──────── Data for this exercise

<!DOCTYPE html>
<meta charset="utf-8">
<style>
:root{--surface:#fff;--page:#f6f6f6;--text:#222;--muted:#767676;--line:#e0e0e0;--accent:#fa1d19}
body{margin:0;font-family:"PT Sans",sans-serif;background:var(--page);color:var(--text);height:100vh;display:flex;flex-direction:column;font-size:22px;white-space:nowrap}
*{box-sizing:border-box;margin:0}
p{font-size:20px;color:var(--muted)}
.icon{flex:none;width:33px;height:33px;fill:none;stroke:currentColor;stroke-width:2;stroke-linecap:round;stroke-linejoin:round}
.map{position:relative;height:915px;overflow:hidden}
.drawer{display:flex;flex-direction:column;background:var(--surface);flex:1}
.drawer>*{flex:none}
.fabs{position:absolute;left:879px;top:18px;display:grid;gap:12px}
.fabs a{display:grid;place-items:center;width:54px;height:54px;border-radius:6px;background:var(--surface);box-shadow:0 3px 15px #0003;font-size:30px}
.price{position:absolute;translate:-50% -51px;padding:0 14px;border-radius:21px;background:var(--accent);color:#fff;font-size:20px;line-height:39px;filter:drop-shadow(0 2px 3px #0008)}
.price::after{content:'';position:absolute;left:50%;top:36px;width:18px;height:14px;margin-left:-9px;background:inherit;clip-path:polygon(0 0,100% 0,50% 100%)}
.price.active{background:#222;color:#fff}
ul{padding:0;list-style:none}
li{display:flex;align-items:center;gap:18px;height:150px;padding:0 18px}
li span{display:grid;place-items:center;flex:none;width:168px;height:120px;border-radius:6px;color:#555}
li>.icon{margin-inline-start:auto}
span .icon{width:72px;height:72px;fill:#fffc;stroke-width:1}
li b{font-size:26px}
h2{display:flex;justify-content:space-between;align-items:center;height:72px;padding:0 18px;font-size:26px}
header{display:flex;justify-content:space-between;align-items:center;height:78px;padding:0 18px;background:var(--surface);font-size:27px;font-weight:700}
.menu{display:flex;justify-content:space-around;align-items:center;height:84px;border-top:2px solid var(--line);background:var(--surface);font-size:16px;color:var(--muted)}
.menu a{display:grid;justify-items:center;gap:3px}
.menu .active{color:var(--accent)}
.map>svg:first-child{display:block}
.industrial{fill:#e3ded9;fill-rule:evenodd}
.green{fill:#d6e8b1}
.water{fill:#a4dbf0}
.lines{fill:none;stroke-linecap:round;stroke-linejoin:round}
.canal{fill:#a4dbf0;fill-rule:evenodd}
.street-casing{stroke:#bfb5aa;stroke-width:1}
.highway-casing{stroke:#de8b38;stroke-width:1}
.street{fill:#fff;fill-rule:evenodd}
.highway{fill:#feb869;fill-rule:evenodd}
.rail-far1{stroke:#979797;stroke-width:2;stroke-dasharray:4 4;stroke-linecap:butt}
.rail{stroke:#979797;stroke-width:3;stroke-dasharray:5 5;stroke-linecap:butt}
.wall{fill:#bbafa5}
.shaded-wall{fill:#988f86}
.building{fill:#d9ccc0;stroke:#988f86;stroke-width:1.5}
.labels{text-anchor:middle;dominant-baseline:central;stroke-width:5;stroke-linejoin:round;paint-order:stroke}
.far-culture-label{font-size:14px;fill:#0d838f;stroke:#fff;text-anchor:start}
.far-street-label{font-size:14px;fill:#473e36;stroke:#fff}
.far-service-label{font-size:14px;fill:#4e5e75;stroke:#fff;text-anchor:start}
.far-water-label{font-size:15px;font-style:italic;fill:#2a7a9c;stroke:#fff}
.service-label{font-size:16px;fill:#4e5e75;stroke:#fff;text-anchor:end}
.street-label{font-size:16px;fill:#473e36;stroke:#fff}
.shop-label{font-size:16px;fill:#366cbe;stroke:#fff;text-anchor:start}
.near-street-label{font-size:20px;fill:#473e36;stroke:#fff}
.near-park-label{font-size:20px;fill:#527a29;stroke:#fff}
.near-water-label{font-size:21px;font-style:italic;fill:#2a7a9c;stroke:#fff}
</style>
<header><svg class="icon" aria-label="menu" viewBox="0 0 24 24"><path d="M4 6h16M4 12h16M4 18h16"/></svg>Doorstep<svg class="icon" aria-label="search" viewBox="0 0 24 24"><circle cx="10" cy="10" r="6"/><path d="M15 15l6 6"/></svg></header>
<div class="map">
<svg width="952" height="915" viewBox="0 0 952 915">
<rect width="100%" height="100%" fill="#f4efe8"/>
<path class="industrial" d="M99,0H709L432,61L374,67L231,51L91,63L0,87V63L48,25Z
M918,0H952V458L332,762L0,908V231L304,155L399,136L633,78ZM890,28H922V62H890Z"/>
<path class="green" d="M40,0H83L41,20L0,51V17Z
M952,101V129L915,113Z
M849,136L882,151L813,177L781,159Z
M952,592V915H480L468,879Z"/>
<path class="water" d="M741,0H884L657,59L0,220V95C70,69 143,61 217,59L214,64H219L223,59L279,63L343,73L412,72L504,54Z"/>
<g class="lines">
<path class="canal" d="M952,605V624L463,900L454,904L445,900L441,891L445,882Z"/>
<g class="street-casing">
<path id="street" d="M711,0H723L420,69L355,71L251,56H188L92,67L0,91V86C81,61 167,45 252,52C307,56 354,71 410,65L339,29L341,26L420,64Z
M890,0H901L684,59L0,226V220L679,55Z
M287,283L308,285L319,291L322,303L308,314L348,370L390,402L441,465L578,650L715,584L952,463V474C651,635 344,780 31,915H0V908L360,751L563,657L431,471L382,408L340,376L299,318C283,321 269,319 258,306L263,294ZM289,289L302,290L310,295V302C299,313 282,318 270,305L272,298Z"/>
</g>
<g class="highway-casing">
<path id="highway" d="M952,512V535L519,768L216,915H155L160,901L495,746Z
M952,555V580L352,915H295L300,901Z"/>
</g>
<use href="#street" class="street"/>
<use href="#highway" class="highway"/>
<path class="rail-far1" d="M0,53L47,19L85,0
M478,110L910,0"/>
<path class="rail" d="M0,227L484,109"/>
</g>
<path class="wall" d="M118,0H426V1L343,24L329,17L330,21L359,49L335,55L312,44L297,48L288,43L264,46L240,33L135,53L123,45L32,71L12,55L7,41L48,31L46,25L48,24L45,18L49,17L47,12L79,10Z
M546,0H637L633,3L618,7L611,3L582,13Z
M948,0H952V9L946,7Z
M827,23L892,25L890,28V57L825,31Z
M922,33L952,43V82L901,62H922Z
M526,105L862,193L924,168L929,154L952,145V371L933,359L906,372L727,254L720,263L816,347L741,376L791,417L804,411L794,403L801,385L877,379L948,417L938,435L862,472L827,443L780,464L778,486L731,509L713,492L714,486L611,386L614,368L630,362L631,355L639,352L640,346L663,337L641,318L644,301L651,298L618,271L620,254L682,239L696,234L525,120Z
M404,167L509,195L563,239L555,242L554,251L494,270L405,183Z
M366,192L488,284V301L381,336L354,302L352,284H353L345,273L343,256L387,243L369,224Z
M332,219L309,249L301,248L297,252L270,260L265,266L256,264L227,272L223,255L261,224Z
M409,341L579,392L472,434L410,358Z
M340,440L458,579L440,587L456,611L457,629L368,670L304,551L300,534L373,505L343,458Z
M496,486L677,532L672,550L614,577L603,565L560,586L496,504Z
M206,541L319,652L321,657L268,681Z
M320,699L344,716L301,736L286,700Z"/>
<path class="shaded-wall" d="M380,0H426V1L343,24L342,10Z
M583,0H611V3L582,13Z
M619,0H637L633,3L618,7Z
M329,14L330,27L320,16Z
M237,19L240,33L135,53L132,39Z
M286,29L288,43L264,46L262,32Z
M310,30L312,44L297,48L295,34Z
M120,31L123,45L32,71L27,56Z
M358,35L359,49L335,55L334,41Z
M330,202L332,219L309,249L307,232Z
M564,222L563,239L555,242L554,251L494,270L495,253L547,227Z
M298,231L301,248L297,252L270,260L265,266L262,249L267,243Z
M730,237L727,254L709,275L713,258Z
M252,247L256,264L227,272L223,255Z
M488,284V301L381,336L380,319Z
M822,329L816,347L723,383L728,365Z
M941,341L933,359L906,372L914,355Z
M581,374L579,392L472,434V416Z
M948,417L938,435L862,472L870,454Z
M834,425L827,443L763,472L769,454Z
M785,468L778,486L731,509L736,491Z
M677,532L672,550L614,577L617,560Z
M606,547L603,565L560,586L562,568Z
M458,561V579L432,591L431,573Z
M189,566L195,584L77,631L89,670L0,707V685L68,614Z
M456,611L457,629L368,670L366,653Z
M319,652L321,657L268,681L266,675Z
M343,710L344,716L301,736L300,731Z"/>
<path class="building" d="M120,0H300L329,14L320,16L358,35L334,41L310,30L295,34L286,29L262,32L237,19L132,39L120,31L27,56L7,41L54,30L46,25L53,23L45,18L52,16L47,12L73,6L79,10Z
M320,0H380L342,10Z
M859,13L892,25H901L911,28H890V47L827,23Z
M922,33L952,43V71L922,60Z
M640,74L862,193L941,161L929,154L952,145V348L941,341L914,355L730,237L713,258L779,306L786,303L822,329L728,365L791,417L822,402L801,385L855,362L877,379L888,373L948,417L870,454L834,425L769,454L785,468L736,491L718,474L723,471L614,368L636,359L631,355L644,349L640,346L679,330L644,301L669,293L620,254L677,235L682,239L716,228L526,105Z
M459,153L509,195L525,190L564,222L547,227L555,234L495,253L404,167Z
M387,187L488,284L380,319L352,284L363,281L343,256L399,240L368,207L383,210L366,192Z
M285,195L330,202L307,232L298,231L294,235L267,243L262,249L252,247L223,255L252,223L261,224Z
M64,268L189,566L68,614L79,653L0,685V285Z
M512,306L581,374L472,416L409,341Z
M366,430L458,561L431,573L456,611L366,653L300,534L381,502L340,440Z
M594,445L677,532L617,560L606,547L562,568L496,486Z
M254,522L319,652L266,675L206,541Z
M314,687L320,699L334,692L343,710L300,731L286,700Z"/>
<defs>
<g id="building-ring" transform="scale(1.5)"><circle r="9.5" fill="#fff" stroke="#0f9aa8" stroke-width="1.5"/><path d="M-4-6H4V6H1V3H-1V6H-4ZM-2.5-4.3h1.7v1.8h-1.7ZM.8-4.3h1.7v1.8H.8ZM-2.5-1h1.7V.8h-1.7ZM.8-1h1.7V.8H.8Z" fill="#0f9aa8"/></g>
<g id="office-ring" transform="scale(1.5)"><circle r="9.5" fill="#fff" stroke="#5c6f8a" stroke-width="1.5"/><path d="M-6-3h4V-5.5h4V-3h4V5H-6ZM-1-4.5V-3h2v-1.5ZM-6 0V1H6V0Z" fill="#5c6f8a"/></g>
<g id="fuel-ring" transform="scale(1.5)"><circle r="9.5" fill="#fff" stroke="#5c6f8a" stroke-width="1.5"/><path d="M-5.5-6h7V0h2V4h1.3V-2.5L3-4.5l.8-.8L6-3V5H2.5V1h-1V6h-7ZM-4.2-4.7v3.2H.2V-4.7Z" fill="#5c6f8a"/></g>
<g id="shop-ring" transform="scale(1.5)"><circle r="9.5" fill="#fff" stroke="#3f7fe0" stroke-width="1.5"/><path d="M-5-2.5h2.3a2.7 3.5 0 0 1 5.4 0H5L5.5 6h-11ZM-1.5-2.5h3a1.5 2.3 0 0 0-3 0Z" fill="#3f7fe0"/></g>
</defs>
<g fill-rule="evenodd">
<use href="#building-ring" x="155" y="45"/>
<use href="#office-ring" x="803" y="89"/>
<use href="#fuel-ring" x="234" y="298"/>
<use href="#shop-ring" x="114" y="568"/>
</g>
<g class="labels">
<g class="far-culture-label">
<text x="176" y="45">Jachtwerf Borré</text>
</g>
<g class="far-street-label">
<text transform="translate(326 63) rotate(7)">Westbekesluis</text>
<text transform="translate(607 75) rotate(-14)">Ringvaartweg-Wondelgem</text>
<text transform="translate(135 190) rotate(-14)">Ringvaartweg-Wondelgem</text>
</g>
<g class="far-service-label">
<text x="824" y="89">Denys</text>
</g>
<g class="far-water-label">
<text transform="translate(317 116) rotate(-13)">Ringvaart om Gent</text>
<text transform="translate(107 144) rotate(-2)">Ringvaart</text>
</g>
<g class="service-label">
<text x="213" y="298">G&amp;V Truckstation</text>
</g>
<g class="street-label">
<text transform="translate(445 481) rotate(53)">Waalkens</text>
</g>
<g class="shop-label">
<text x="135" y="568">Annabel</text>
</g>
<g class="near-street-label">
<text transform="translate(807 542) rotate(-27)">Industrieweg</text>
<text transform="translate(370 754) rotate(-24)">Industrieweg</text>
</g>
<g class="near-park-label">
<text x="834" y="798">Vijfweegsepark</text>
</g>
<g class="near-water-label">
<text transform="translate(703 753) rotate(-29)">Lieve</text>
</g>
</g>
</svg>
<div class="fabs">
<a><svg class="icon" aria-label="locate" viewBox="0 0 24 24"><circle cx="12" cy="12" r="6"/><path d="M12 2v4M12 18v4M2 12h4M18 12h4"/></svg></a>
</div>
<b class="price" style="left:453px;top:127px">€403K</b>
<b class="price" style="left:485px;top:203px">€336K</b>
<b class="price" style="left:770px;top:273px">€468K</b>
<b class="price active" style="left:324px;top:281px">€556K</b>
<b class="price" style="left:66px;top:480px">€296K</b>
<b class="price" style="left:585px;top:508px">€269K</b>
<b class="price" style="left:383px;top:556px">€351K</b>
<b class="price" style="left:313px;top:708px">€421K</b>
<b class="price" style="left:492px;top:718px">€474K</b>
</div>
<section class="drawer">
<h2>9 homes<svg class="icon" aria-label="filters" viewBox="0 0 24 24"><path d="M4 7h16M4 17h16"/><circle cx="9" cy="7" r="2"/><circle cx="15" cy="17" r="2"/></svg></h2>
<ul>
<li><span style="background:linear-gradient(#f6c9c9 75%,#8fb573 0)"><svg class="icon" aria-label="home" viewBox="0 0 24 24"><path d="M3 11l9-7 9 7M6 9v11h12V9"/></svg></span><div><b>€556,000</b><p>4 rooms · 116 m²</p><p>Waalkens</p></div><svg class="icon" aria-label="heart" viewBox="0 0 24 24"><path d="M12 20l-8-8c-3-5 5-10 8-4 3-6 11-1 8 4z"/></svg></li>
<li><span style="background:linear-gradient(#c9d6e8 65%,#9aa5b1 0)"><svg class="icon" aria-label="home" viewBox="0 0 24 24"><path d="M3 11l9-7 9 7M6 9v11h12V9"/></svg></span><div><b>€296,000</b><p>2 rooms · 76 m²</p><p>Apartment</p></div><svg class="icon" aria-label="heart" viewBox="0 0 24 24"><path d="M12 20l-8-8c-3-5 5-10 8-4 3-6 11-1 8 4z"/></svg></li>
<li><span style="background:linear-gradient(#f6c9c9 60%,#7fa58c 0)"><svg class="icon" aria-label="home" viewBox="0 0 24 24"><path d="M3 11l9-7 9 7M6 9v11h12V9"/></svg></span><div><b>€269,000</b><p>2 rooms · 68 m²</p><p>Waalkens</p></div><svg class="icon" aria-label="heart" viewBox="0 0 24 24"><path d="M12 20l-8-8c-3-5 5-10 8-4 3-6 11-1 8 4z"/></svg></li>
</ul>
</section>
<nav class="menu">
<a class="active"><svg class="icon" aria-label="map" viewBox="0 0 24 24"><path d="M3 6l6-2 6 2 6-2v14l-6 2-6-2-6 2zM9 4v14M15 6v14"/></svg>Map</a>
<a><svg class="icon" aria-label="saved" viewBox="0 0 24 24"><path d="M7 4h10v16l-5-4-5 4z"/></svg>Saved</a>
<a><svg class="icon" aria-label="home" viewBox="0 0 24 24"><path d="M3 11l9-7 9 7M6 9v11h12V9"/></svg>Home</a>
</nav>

────────────────

What the task requires: Check each line above for the string "lines" and show the ones that have it.

Task answer:
.lines{fill:none;stroke-linecap:round;stroke-linejoin:round}
<g class="lines">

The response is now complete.